Los obispos católicos cuestionaron los efectos negativos de la minería, defendieron la justicia social y calificaron los hechos del Centro de Cumplimiento de Menores, como sucesos dolorosos e indignos.

COMUNICADO DE LA CONFERENCIA EPISCOPAL PANAMEÑA «CEP» AL TÉRMINO DE LA ASAMBLEA PLENARIA ORDINARIA Nº191
PANAMÁ, 14 DE ENERO DE 2011
Al concluir nuestra primera asamblea plenaria ordinaria anual, celebrada del 10 al 14 de enero, los Obispos de Panamá queremos compartir con el pueblo panameño nuestras reflexiones luego de profundizar sobre temas puntuales de las realidades eclesiales y nacionales.

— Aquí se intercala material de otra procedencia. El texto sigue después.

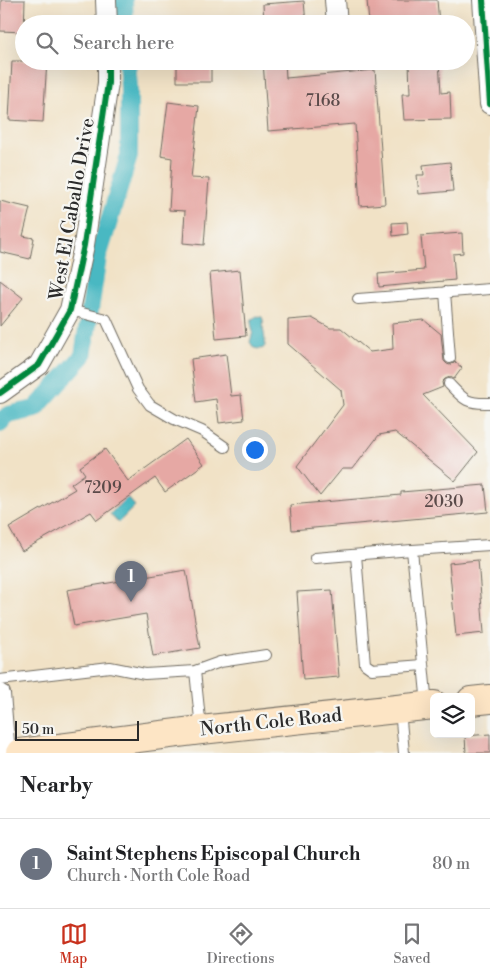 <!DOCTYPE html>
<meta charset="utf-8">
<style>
body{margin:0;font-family:"Libre Bodoni",serif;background:#f2f2f2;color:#202124}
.controls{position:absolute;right:15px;bottom:15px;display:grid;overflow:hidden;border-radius:8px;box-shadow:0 5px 20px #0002}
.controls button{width:45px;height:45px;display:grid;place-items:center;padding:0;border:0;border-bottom:1px solid #e0e0e0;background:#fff;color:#202124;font:25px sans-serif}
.scale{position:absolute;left:15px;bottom:12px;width:124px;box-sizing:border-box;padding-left:5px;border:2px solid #2b2b2b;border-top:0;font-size:14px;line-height:18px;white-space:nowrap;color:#2b2b2b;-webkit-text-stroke:4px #f6f6f2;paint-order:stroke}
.you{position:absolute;left:254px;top:449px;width:18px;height:18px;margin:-12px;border:4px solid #fff;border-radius:50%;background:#1a73e8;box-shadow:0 0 0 8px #1a73e833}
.badge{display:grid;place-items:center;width:32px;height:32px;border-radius:50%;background:#c8321e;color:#fff;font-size:16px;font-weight:700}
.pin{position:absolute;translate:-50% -41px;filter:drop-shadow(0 1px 2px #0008)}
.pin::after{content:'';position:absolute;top:26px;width:18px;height:15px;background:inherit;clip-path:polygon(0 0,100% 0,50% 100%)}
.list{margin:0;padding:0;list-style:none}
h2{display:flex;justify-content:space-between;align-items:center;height:65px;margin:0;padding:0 20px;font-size:21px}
h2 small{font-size:16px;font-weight:400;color:#757577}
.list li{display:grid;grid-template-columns:32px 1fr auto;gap:15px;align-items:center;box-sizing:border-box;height:90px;padding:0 20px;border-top:1px solid #e0e0e0}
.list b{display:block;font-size:19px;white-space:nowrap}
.list p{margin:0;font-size:16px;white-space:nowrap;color:#757577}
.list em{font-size:16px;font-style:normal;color:#757577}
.icon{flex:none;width:28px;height:28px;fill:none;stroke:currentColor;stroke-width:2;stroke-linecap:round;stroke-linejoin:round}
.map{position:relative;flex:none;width:490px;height:753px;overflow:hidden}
.search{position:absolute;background:#fff;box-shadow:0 5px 20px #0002;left:15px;right:15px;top:15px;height:55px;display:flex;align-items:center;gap:12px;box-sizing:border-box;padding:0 18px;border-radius:28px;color:#757577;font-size:19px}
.sheet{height:155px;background:#fff}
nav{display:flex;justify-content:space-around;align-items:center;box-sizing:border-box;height:70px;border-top:1px solid #e0e0e0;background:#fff;font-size:14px;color:#757577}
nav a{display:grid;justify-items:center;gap:2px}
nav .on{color:#c8321e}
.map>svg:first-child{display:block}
.water{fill:#49b8c2;stroke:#3a7276}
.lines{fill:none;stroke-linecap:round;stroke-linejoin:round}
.canal{stroke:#49b8c2;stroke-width:18}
.building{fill:#e6a8a4}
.service-casing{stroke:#706b61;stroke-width:12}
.minor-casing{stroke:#706b61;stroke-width:22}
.secondary-casing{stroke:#706b61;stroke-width:30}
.service{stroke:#fff;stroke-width:10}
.minor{stroke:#fff;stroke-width:20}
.secondary{stroke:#fde5c5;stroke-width:28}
.cycleway-casing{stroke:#f6f6f2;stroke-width:9}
.cycleway{stroke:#00873e;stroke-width:6}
.labels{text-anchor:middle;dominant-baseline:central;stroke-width:4.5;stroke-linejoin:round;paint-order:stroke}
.number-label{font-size:16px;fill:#5a4a49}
.street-label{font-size:19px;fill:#2b2b2b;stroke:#f6f6f2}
</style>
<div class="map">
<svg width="490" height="753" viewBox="0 0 490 753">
<rect width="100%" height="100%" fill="#f6f6f2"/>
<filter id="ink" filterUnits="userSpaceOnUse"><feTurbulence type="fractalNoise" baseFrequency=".02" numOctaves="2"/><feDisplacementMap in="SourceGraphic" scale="10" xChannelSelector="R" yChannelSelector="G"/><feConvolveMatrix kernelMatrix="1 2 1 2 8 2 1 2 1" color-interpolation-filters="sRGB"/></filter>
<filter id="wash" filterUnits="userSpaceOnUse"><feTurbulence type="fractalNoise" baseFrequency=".0096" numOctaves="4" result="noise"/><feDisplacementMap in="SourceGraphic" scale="20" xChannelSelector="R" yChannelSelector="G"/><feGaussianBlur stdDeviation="1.12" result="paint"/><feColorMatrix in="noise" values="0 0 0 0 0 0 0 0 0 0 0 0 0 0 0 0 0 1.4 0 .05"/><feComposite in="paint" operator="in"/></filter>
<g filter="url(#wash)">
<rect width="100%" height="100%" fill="#f1e2c6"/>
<path class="water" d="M257 316 262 317C265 323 262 327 264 333 265 342 269 352 254 348L250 342 253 332 251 323 252 319Z
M127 497 135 506 118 523 110 514Z"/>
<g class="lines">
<path class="canal" d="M124 0 125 24
M0 423 8 415 35 409 83 356 98 257 129 156V87L127 61"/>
</g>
<g id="blocks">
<path class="building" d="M1 0H25L24 32 0 31Z
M367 0H437L439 23 425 24H369Z
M304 1 306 24H264L263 4Z
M12 61H47L43 122 9 120Z
M177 61H211V82H177Z
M263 61H285L286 78 375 70 385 204 360 206 355 124 268 131Z
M409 61H439L441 93 450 92 451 119 404 120 402 94H410Z
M168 102 199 106 191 178 209 179 204 245 183 243 185 211 169 210 172 158 161 156Z
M450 162 453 191 419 194 417 175H424L423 165Z
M0 201 30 208 23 236 34 238 30 259 0 252Z
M407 222 408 234 393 236 392 223Z
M462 233 463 253 453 254 455 280 379 287 378 274 424 270 421 236Z
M240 270 246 336 216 339 210 273Z
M0 280 23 298 0 326Z
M312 318 330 328H341L370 352 393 349 392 323 424 320 441 334 444 361 447 364 450 365 455 362 462 368 454 379 450 377 445 379 442 382 443 387 423 395 478 452 455 481 395 432 379 435 353 469H342L320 496 297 466 343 405 341 390 288 344V320Z
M226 354 231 396 241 395 244 420 219 423 216 399 196 402 191 359Z
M186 439 204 464 165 492 155 478 97 520 91 512 22 551 9 528 75 489 71 484 85 474 80 467 105 449 128 481Z
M485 485 488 512 292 530 290 505 401 495V492Z
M478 560 484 633 456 636 449 563Z
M186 570 200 648 153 656 146 614 74 626 67 590Z
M332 590 339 677 303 680 297 592Z
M490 734V753H466L465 736Z"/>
</g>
</g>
<g filter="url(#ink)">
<use href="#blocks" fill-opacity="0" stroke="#706b61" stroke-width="1"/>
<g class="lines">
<defs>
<path id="service" d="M445 292 450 358
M358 299 490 289
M70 310 106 319 138 389 150 405 174 419 202 431 225 447
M449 384C464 400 467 404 490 403
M412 550 490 545
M356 555 365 664 372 669 423 665
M315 558 412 550 427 705
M195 671 201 729
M0 680 110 667 145 674 195 671 220 662 266 655
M400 710 404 753"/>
<path id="minor" d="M106 0 107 24
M335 0 337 24
M483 0 490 104
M0 393 39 365 70 310 84 245 108 83V61
M0 694 5 753"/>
<path id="secondary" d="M471 701 490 699
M20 753 201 730 434 705"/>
</defs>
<use href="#service" class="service-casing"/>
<use href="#minor" class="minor-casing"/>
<use href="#secondary" class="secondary-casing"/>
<use href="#service" class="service"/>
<use href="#minor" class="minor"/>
<use href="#secondary" class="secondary"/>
<defs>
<path id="cycleway" d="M483 0 490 104
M0 393 39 365 70 310 84 245 108 83V61"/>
</defs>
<use href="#cycleway" class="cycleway-casing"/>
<use href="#cycleway" class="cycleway"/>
</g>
</g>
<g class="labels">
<g class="number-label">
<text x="323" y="101">7168</text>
<text x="103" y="488">7209</text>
<text x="444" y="502">2030</text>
</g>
<g class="street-label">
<text transform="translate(72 209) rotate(-80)">West El Caballo Drive</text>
<text transform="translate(271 722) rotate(-6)">North Cole Road</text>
</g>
</g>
</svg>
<div class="controls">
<button><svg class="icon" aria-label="layers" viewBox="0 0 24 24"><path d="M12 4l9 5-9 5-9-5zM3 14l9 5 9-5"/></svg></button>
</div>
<div class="scale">50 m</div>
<div class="you"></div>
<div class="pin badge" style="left:131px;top:602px;background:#6b7280">1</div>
<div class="search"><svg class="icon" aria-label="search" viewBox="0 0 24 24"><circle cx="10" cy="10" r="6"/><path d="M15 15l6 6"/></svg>Search here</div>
</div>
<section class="sheet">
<h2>Nearby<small></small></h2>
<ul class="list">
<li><span class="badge" style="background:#6b7280">1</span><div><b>Saint Stephens Episcopal Church</b><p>Church · North Cole Road</p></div><em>80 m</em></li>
</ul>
</section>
<nav>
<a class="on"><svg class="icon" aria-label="map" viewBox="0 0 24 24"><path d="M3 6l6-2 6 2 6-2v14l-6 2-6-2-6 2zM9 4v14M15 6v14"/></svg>Map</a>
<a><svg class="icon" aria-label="directions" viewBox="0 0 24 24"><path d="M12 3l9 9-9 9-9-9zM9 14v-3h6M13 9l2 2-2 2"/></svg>Directions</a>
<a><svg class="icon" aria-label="saved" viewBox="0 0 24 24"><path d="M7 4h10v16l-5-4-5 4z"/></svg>Saved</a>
</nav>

(…) II. Realidad Nacional –  La minería, causa de inquietud social
Otra causa de inquietud social es la minería. En reunión de todos los obispos centroamericanos el pasado mes de noviembre en su mensaje final se dice: «No toda inversión es deseable. Es el caso de la minería. Ella se ha convertido, junto con la deforestación, en la mayor amenaza para la sostenibilidad ambiental en la región. En general, los países tienen leyes débiles ante la inversión extranjera y una laxa reglamentación que no garantiza que sustancias contaminantes como el cianuro, se manejen con seguridad para la salud de la población. Tampoco se han desarrollado mecanismos de consulta legítimamente reconocidos que permitan a las comunidades afectadas informarse verazmente y hacer valer sus demandas. (…) Como pastores, en la labor misionera queremos intensificar la toma de conciencia por parte de nuestros fieles de que la dimensión ecológica es parte integrante de la espiritualidad cristiana» (Mensaje SEDAC noviembre 2010).
Todas estas inquietudes nos traen a la memoria palabras del Santo Padre Benedicto XVI: «no se han de escatimar esfuerzos para fomentar un sistema jurídico eficiente e independiente, y que se actúe en todos los ámbitos con honradez, transparencia en la gestión comunitaria y profesionalidad y diligencia en la resolución de los problemas que afectan a los ciudadanos. Esto favorecerá el desarrollo de una sociedad justa y fraterna, en la que ningún sector de la población se vea olvidado o abocado a la violencia y la marginación.» (Discurso a la Señora Delia Cárdenas Christie, Embajadora de Panamá ante la Santa Sede, 30 de octubre de 2009).

Conclusión
El Espíritu del Señor nos da la luz y la fuerza para no dejarnos abatir por las sombras. Somos testigos de las muchas bondades de nuestro pueblo, de su estar presto para la solidaridad en las dificultades, de sus raíces cristianas.
Animamos a los jóvenes de nuestras diócesis a asistir al XXXII Encuentro Nacional de Renovación Juvenil, que bajo el lema «Yo estoy siempre con ustedes» (cf. Mt 28, 20), tendrá lugar en la diócesis de Chitré entre el 3 y 6 de febrero próximo. La Iglesia confía en los jóvenes y nosotros, los Pastores, oramos para que como «discípulos y misioneros» amen y hagan amar más a Jesús y lo sigan fielmente.
Sabemos que el Espíritu de Dios siempre hace posibles nuevas cosas, aun la renovación de la humanidad. No sólo deseamos un feliz año 2011, sino la plenitud que da la amistad con Dios. ¡Demos gloria a la Trinidad que nos hizo partícipes de su vida de amor! Y dejémonos llenar del espíritu misionero en la vida personal, en la vida familiar, y en la vida social para bien de nuestro Panamá. Santa María La Antigua, Patrona de Panamá, ¡Ruega por nosotros!